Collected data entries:

-------------------------

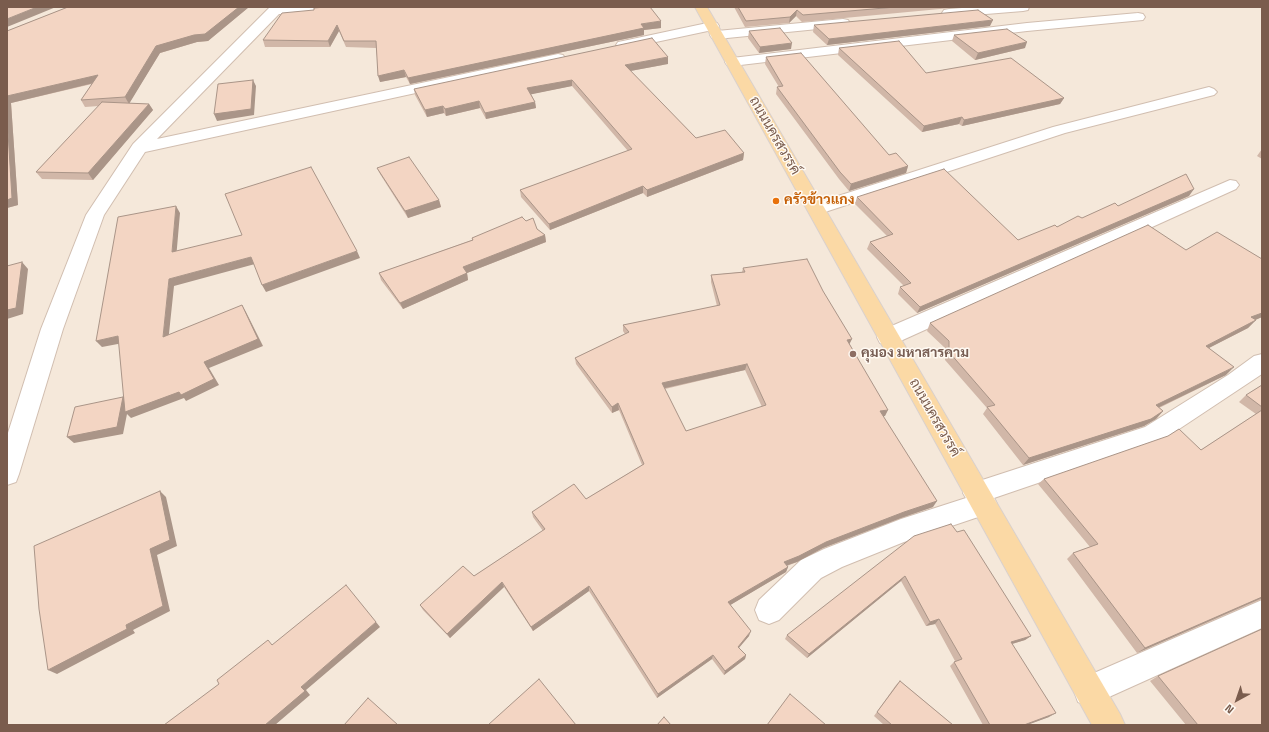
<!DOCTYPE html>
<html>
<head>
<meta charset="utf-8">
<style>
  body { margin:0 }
  #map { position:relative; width:1269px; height:732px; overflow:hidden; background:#fdf6ec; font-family:"Titillium Web",sans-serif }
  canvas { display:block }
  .frame { position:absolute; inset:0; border:8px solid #7a5c4d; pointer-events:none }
  .north { position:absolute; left:1217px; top:680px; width:40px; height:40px; -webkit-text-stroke:3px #fffaf3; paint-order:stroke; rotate:220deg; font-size:11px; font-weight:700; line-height:16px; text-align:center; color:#7a5c4d }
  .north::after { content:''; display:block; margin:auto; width:14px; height:18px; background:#7a5c4d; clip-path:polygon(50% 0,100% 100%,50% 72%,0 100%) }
</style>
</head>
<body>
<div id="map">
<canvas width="1269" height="732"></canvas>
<div class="frame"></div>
<div class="north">N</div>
</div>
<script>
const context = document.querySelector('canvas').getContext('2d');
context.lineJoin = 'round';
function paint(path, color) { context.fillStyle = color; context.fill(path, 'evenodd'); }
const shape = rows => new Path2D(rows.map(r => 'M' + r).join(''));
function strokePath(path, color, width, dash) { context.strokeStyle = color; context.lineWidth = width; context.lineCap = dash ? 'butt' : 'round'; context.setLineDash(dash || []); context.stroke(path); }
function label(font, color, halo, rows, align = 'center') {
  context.font = font + ' "Titillium Web",Sarabun,sans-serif'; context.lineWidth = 3; context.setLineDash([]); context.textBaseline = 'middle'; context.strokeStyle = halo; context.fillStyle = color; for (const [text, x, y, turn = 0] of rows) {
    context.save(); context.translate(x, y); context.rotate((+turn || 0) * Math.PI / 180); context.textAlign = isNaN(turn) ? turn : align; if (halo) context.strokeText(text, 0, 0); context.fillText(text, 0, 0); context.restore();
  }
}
const residential = shape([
  [7,7,1262,7,1262,725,7,725]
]);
const minor = shape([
  [270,7,360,7,359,10,354,11,279,14,157,139,558,54,563,55,565,58,563,61,558,62,145,152,104,215,63,329,19,474,16,482,7,485,7,436,41,329,86,215,133,144,270,7],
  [975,7,1029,7,1028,10,1023,11,949,17,944,16,942,13,944,10,949,9,975,7],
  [1138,13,1143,14,1145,17,1143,20,1027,31,732,66,727,65,725,62,727,59,732,58,1027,23,1138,13],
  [843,19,848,20,850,23,848,26,717,39,712,38,710,35,712,32,717,31,843,19],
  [712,22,717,23,719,26,717,29,623,49,618,48,616,45,618,42,623,41,712,22],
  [1209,87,1214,89,1217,92,1214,95,1065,133,822,213,816,215,810,213,807,209,810,205,1053,127,1209,87],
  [1230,180,1236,181,1239,185,1236,189,896,343,888,345,880,343,877,337,880,331,1230,180],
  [1262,354,1262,374,1161,441,994,498,997,504,993,512,904,542,842,567,821,578,779,620,769,624,759,620,755,610,759,600,801,560,824,549,901,519,966,498,963,493,967,485,1145,427,1228,375,1254,356,1262,354],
  [1262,600,1262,628,1089,706,1078,702,1074,691,1078,680,1262,600]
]);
const major = shape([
  [695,7,707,7,1120,714,1125,725,1092,725,695,7]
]);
const wall = shape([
  [68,7,249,7,208,41,197,42,160,53,129,103,149,104,153,110,93,180,42,179,36,172,99,106,85,107,81,100,92,84,11,103,18,205,7,208,7,31],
  [734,7,961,7,802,22,796,16,789,23,745,27],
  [314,10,661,28,644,30,644,35,410,84,406,77,380,82,376,48,346,47,339,31,330,47,265,47,263,40],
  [814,25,990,26,827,45,813,32],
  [749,31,791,49,759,53,748,38],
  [954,35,1025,48,975,60,952,41],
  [839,48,926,73,1064,98,1060,104,962,126,959,124,922,132,838,55],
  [766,57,889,155,908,166,906,173,849,191,839,179,776,94,777,87,779,87,765,64],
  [668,64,630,71,696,138,744,153,743,160,647,197,643,193,550,230,521,197,520,190,628,151,572,86,531,94,535,102,536,108,486,119,480,108,446,116,444,113,427,117,415,95,414,89],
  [1262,149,1262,159,1257,156],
  [377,168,439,200,441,207,408,218,380,174],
  [1189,196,917,313,898,294,900,287,904,286,867,249,870,242,887,236,855,204,857,197,1018,240,1118,206],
  [537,229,545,235,546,242,467,273,468,280,403,309,381,280,379,273,472,240,472,238],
  [1186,250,1262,259,1262,317,1255,320,1256,320,1248,328,1209,348,1226,375,1159,408,1163,411,1156,419,1144,426,1023,465,983,414,987,408,945,360,945,348,927,331,930,323],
  [743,268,850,345,885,416,883,416,933,507,901,518,823,548,797,562,787,566,788,567,786,572,730,605,749,636,739,648,746,655,745,659,724,675,712,659,657,698,589,591,533,631,504,587,450,638,423,610,420,605,474,576,543,531,533,517,532,512,586,499,642,465,619,410,612,413,576,364,575,358,625,334,623,331,623,325,717,306,711,282,711,275,742,272],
  [745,370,762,407,686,431,665,389],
  [1262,385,1262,599,1137,653,1067,559,1073,553,1090,547,1038,484,1044,479,1201,450,1256,414,1239,402,1246,395],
  [957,532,1031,636,1025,640,1012,644,1049,717,1027,725,983,725,950,666,955,661,935,624,926,626,901,581,807,658,785,639,787,635],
  [1158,676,1262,725,1186,725,1150,681],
  [900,681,953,725,884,725,874,716,896,685]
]);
const shadedWall = shape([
  [37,7,56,7,7,27,7,19],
  [239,7,249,7,208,41,197,42,160,53,129,104,125,97,156,46],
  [797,10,796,16,789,23,790,17],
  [993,20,990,26,827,45,829,39],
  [661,21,661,28,644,30,644,35,410,84,408,78,641,24],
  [337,25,339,31,330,47,328,41],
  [1027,42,1025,48,975,60,978,53],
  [792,43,791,49,759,53,760,47],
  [668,57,668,64,625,72,625,65],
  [404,70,406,77,380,82,378,76],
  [98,75,102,81,11,103,18,205,7,208,7,96],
  [253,80,256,86,254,115,217,121,214,114],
  [572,80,572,86,528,95,527,88],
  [1064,98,1060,104,962,126,964,120],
  [479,101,480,108,446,116,445,109],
  [535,102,536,108,486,119,485,113],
  [149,104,153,110,93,180,88,173],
  [443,106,444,113,427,117,425,110],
  [962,117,959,124,922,132,924,126],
  [744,153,743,160,647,197,647,190],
  [908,166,906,173,849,191,851,184],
  [643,186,643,193,550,230,549,224],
  [1194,189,1189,196,917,313,920,307],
  [439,200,441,207,408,218,405,211],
  [176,206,180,213,176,259,172,252],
  [545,235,546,242,467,273,468,280,403,309,400,303,463,267],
  [357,251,360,258,266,292,262,285],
  [251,257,255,264,174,286,168,343,163,337,169,279],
  [22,262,28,269,23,314,7,319,7,310],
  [242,305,246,312,263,346,209,368,219,385,186,401,184,398,131,418,127,414,123,434,74,443,67,437,123,397,204,362],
  [1262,313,1262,317,1244,325,1251,317],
  [1256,320,1248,328,1199,353,1206,346],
  [118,336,123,343,102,347,96,341],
  [852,339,849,345,847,340],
  [747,364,745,370,661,389,662,383],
  [1234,367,1226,375,1149,412,1156,405],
  [618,403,619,410,612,413,612,407],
  [888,410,885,416,877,418,880,411],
  [1163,411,1156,419,1144,426,1023,465,1029,458],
  [160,491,166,497,177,546,157,555,170,611,133,630,135,633,57,674,48,670,126,625,150,549],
  [937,501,933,507,901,518,823,548,797,562,782,567,784,562,826,542,904,512],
  [788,567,786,572,727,607,728,602],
  [905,576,901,581,807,658,809,654],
  [502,582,504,587,450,638,447,634],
  [589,586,589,591,533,631,531,627],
  [1262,597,1262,598,1137,653,1145,648],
  [939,619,935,624,926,626,930,622],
  [376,622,380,627,306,690,310,695,275,725,265,725,301,687],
  [751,631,749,636,736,651,738,647],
  [1031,636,1025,640,1005,646,1011,642],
  [713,655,712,659,657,698,658,694],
  [746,655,745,659,724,675,725,671],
  [1056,713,1049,717,1027,725,1024,725]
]);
const building = shape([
  [7,7,37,7,7,19,7,7],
  [68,7,239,7,205,34,194,35,156,46,125,97,81,100,98,75,7,96,7,31,68,7],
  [326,7,650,7,661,21,641,24,644,28,408,78,404,70,378,76,376,41,344,41,337,25,328,41,263,40,282,13,314,10,314,8,326,7],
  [738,7,896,7,803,15,797,10,790,17,746,21,738,7],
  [978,10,993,20,829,39,814,25,978,10],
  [780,28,792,43,760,47,749,31,780,28],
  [1007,29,1027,42,978,53,954,35,1007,29],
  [652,38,668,57,625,65,696,138,725,130,744,153,647,190,643,186,549,224,520,190,632,149,572,80,527,88,535,102,485,113,479,101,445,109,443,106,425,110,414,89,652,38],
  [899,41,926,73,1011,58,1064,98,964,120,962,117,924,126,839,48,899,41],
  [801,53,889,155,896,153,908,166,851,184,840,172,777,87,783,86,766,57,801,53],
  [253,80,251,109,214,114,218,84,253,80],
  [102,102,149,104,88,173,36,172,102,102],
  [7,116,12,198,7,200,7,116],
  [409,157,439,200,405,211,377,168,409,157],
  [311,167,357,251,262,285,251,257,169,279,163,337,242,305,258,339,204,362,214,379,181,395,179,392,125,412,118,336,96,341,118,217,176,206,172,252,242,235,225,194,311,167],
  [944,169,1018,240,1055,225,1057,227,1078,216,1082,218,1115,203,1118,206,1186,174,1194,189,920,307,900,287,911,283,870,242,893,234,857,197,944,169],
  [522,217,526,221,533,218,537,229,545,235,463,267,467,273,400,303,379,273,473,240,472,238,522,217],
  [1148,225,1186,250,1217,232,1262,259,1262,313,1251,317,1256,320,1206,346,1234,367,1156,405,1163,411,1151,419,1029,458,987,407,995,405,949,352,949,341,930,323,1148,225],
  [807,259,823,291,852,339,847,340,888,410,880,411,937,501,904,512,826,542,799,556,784,562,788,567,728,602,751,631,738,647,746,655,725,671,713,655,658,694,589,586,531,627,502,582,447,634,420,605,463,566,474,576,545,529,532,512,574,484,586,499,644,464,618,403,612,407,575,358,629,332,623,325,720,305,711,275,745,272,743,268,807,259],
  [747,364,766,405,686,431,662,383,747,364],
  [22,262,16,308,7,310,7,266,22,262],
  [1262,385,1262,407,1246,395,1262,385],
  [123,397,117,427,67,437,75,407,123,397],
  [1262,410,1262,597,1145,648,1073,553,1098,544,1044,479,1168,436,1179,429,1201,450,1262,410],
  [160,491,170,540,150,549,163,606,126,625,127,629,48,670,39,609,34,546,160,491],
  [951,524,957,532,964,530,1031,636,1011,642,1056,713,1024,725,990,725,954,662,962,659,939,619,930,622,905,576,809,654,787,635,914,536,951,524],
  [346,585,376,622,301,687,305,691,265,725,164,725,219,684,217,680,268,640,272,645,346,585],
  [1262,629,1262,725,1198,725,1158,676,1262,629],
  [539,679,576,725,488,725,539,679],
  [900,681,953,725,892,725,877,712,900,681],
  [790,694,826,725,767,725,790,694],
  [368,698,398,725,344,725,368,698],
  [664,717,671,725,657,725,664,717]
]);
const markers = [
  [776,201,4,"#e8710a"],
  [853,354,4,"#8d6e63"]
];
const streetNames = [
  ["ถนนนครสวรรค์",774,136,60],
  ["ถนนนครสวรรค์",934,418,60]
];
const foodNames = [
  ["ครัวข้าวแกง",784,201]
];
const educationNames = [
  ["คุมอง มหาสารคาม",861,354]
];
paint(residential, '#f5e8da');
strokePath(minor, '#d1beb0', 2);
strokePath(major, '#dad1cd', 2);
paint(minor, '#fff');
paint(major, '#fbd9a5');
paint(wall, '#d1b7a8');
paint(shadedWall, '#aa9588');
paint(building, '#f3d5c3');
strokePath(building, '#aa9588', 1);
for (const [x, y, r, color] of markers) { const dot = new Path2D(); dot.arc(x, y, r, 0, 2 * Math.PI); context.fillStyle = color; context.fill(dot); strokePath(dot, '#fffaf3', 1.5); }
label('14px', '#7a5c4d', '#fffaf3', streetNames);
label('bold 14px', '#c56008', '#fffaf3', foodNames, 'left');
label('bold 14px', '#785e54', '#fffaf3', educationNames, 'left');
</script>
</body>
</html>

-------------------------

EXERCISE: Check the lines above for the word "setLineDash" and give the number of lines where it appears, with no other text.

WRITTEN SOLUTION: 2